- [Your assignment] Where a line of the following data contains the string "linecap", include it in the tally. Report the total alone.

Collected data entries:
········
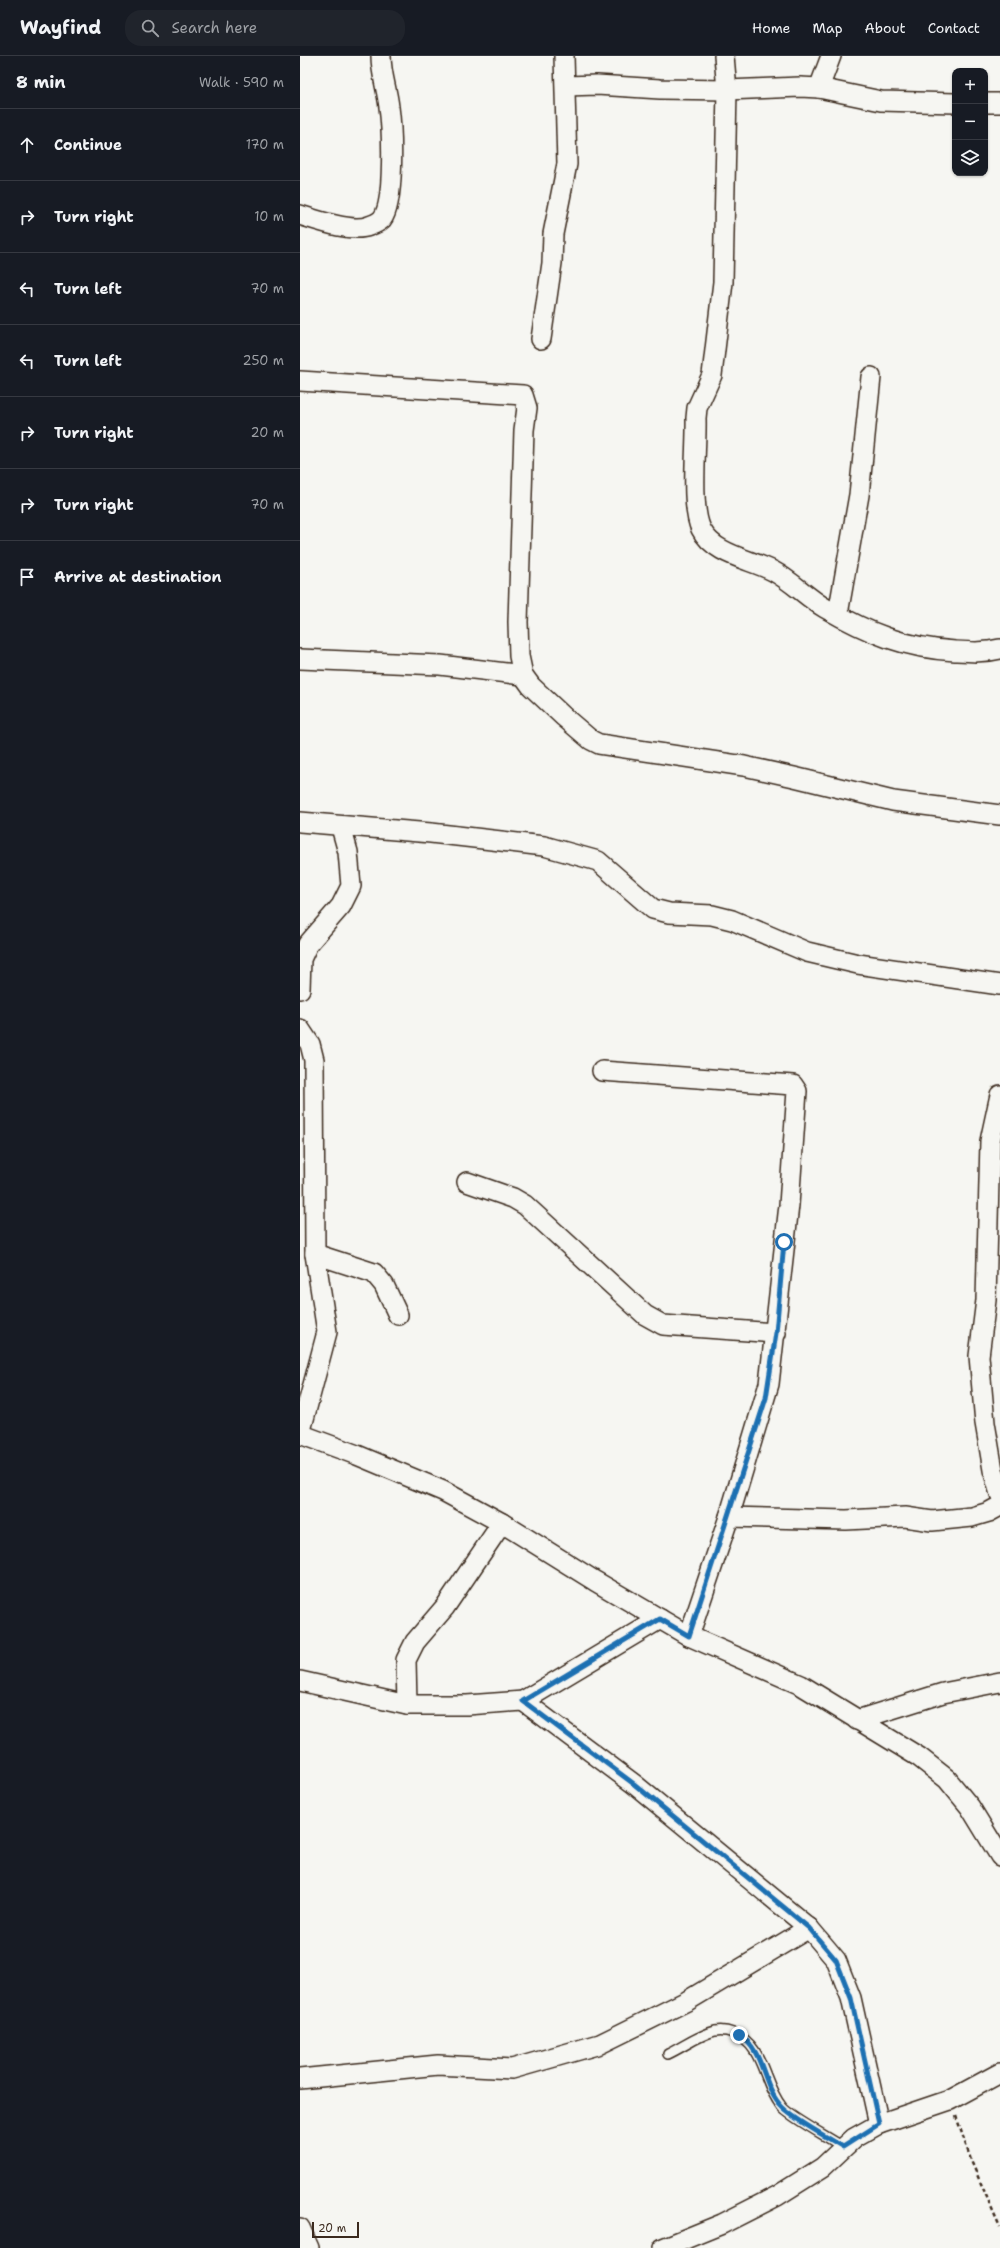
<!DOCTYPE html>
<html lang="en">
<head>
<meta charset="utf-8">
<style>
	body { margin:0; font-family:"Shantell Sans",sans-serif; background:#20242c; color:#f1f3f6 }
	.controls { position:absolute; right:12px; top:12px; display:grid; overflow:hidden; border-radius:8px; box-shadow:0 1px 3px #0004 }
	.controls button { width:36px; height:36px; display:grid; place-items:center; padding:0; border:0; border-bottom:1px solid #363941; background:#171b24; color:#f1f3f6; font:20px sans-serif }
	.scale { position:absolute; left:12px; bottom:10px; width:47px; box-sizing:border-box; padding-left:4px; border:2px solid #3b2a1e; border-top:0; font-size:11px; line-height:14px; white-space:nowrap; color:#3b2a1e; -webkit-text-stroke:3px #f6f6f2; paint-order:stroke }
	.stop { position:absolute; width:12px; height:12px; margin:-9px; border:3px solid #1f6fb2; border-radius:50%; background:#fff }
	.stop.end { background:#1f6fb2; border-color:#fff; box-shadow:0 1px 4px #0008 }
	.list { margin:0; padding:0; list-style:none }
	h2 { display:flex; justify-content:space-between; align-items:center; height:52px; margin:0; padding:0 16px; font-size:17px }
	h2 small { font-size:13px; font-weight:400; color:#9ea1a6 }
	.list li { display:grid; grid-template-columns:26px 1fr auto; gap:12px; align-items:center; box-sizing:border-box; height:72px; padding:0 16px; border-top:1px solid #363941 }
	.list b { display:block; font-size:15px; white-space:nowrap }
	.list em { font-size:13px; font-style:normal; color:#9ea1a6 }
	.icon { flex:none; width:22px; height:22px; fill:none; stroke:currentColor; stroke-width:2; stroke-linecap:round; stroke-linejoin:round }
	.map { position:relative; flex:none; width:700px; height:2192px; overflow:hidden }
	header { display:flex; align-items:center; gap:24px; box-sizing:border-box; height:56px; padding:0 20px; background:#171b24; border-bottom:1px solid #363941 }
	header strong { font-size:19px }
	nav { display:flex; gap:22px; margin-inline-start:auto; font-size:14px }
	.search { width:280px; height:36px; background:#20242c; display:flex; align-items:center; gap:10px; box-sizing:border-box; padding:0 14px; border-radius:16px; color:#9ea1a6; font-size:15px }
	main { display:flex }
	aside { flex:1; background:#171b24 }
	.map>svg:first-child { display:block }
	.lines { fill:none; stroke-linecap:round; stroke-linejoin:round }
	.service-casing { stroke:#3b2a1e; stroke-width:12 }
	.minor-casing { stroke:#3b2a1e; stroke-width:22 }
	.path { stroke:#3b2a1e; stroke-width:2.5; stroke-dasharray:4 3; stroke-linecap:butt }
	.service { stroke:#f6f6f2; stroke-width:9 }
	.minor { stroke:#f6f6f2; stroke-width:19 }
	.route { stroke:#1f6fb2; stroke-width:5 }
</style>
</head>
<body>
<header>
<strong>Wayfind</strong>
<div class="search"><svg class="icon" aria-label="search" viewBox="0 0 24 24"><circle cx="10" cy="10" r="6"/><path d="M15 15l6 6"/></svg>Search here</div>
<nav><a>Home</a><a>Map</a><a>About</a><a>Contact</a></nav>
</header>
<main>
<aside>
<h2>8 min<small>Walk · 590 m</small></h2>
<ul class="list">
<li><svg class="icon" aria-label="ahead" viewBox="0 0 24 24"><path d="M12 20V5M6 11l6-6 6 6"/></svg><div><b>Continue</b></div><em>170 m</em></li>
<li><svg class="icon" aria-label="right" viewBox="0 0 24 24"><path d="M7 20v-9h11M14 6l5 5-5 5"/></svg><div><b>Turn right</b></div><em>10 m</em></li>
<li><svg class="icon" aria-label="left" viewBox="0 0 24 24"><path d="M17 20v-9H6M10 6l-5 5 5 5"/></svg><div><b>Turn left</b></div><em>70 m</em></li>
<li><svg class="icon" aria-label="left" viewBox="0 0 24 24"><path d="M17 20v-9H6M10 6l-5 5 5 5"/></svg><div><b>Turn left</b></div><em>250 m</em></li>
<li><svg class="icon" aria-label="right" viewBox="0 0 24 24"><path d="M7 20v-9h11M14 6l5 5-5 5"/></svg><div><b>Turn right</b></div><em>20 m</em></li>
<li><svg class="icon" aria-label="right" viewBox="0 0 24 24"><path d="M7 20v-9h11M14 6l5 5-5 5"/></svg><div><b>Turn right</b></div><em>70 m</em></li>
<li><svg class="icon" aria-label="arrive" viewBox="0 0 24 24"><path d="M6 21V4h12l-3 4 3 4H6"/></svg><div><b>Arrive at destination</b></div></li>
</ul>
</aside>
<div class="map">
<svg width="700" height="2192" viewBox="0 0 700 2192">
	<rect width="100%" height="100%" fill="#f6f6f2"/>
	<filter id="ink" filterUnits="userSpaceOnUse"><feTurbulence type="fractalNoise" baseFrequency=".025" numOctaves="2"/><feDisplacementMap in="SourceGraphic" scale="8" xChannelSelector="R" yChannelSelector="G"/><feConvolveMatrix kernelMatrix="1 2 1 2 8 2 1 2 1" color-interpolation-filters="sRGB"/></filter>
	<g filter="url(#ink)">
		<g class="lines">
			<defs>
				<path id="service" d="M368 1998C383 1991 399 1979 415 1975 421 1974 428 1975 433 1977 465 1989 462 2027 482 2051 490 2061 530 2082 543 2091"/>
				<g id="minor">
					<path d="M424 0 427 34 423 226 412 319 397 352 396 362C397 391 390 450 401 473 414 499 450 503 473 515 492 525 506 541 525 552 568 577 605 592 655 595 671 596 684 597 700 593"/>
					<polyline points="266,30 297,29 360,33 427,34 500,31 519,32 581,45 655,47"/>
					<polyline points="519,32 531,0"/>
					<polyline points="685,47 700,47"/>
					<path d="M0 159C16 164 52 177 69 170 72 169 79 166 82 163 95 147 92 73 89 51 87 33 81 18 81 0"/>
					<polyline points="241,283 252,207 253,178 267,108 264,0"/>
					<polyline points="0,325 223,339 227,352 224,374 218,566 219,600 223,619 231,630 264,661 291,684 299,688 444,710 494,721 593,745 700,759"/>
					<polyline points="538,558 559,439 571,321"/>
					<polyline points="0,603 140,609 223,619"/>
					<polyline points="0,766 131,777 244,790 298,805 353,853 369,857 412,859 432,864 507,896 558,908 700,929"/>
					<polyline points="0,933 1,903 8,888 41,850 51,830 48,796 41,771"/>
					<polyline points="0,973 10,988 14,1004 15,1198 27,1276 0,1378"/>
					<polyline points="302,1015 493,1029 497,1035 489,1149 469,1328 429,1461 389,1580"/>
					<polyline points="700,1039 690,1085 686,1244 679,1300 685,1367 693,1414 700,1438"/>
					<polyline points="167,1126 213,1142 225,1149 345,1259 363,1269 476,1277"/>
					<polyline points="15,1198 74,1217 84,1229 98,1259"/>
					<polyline points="0,1378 57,1399 143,1435 202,1467 295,1525 389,1580 501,1629 619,1701 647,1723 670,1751 700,1800"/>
					<polyline points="429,1461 546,1464 605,1461 632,1465 672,1461 689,1456 700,1450"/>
					<polyline points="0,1625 107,1649 167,1649 223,1645 360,1563"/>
					<polyline points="223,1645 334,1728 509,1872 536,1904 551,1942 579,2068"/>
					<polyline points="107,1649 106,1604 115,1586 145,1551 202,1467"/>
					<polyline points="557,1664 643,1637 700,1626"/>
					<polyline points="0,2023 138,2009 212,2013 300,1988 387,1945 509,1872"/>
					<polyline points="0,2172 9,2192"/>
					<polyline points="363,2192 422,2168 477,2140 523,2111 554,2082 579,2068 650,2044 700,2017"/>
				</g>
			</defs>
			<!-- service casing -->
			<use href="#service" class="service-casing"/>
			<!-- minor casing -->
			<use href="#minor" class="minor-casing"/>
			<!-- path -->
			<polyline class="path" points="656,2060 672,2107 700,2171"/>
			<!-- service -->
			<use href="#service" class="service"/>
			<!-- minor -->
			<use href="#minor" class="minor"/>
		</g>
	</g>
	<g class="lines" filter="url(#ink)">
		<!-- route -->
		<path class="route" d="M439 1979C466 1995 461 2031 483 2052 495 2064 527 2081 543 2091L579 2068 551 1942 536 1904 509 1872 334 1728 223 1645 360 1563 389 1580 466 1342 476 1277 484 1186"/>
	</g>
</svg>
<div class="controls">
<button>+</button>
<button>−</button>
<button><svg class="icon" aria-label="layers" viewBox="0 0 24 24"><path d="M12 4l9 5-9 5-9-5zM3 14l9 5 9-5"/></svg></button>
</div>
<div class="scale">20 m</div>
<div class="stop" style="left:484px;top:1186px"></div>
<div class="stop end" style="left:439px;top:1979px"></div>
</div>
</main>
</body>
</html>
········
- [Response to this exercise] 3